**Work instructions**
The lines to copy from the data below are those that hold the string "Hamlin".

Dataset entries:
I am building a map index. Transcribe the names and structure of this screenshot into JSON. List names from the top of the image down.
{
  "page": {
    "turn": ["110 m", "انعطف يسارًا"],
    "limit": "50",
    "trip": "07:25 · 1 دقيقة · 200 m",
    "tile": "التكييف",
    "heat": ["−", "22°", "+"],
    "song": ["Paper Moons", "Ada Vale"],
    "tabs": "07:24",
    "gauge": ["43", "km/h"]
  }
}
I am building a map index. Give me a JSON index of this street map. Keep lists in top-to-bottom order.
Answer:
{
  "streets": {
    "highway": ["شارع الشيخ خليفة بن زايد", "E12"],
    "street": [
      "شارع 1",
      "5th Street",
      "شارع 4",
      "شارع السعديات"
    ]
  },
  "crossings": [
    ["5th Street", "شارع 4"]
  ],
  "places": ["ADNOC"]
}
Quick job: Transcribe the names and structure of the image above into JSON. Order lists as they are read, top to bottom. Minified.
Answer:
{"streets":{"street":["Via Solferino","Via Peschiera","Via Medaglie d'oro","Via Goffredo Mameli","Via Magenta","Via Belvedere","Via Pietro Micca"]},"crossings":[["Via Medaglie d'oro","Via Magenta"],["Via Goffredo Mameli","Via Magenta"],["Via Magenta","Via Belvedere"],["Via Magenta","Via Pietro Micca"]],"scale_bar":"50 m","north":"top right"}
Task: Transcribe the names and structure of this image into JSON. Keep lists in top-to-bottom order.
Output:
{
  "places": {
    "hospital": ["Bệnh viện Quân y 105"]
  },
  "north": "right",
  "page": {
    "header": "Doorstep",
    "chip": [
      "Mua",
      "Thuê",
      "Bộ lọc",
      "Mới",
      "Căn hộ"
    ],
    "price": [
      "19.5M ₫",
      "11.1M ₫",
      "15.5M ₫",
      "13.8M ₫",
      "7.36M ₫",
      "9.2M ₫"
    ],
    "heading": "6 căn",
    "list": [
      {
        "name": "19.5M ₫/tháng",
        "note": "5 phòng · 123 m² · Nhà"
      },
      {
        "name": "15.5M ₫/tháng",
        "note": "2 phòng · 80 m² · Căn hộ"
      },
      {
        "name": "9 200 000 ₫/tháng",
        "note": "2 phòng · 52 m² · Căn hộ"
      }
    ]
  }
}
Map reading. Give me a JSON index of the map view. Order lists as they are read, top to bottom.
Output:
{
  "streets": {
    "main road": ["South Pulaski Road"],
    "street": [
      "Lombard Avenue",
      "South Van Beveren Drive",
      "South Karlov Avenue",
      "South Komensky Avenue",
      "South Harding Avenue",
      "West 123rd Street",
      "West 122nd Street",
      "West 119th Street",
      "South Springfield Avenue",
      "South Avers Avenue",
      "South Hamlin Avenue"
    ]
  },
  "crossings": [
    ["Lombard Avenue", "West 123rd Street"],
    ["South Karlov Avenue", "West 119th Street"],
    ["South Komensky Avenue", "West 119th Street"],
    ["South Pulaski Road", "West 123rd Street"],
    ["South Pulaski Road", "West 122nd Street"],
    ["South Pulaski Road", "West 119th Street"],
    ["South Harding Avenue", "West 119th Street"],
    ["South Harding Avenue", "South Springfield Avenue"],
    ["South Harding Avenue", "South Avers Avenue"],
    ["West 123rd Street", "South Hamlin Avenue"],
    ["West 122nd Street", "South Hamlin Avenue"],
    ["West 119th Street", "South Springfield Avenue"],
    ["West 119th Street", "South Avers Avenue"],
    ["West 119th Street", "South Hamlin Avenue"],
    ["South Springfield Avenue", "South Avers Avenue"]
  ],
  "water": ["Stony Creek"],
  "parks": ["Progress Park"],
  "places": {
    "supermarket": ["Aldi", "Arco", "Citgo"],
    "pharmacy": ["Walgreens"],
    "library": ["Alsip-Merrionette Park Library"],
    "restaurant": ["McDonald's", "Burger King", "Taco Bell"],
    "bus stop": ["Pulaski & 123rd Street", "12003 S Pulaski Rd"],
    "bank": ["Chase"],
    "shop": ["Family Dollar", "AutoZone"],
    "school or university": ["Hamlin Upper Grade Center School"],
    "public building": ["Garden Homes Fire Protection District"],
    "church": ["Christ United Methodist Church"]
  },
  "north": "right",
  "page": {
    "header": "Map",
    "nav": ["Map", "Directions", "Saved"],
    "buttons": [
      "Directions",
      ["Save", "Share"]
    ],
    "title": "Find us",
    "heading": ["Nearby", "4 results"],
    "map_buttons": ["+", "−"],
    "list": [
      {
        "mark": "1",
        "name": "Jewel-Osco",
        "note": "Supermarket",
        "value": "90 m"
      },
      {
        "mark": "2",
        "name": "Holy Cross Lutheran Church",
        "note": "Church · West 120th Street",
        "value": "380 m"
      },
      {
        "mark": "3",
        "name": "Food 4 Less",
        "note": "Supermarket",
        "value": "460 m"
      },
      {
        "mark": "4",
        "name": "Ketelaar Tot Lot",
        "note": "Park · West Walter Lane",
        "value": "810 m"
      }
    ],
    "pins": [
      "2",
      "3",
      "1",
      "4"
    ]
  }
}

**Response to this exercise**
      "South Hamlin Avenue"
    ["West 123rd Street", "South Hamlin Avenue"],
    ["West 122nd Street", "South Hamlin Avenue"],
    ["West 119th Street", "South Hamlin Avenue"],
    "school or university": ["Hamlin Upper Grade Center School"],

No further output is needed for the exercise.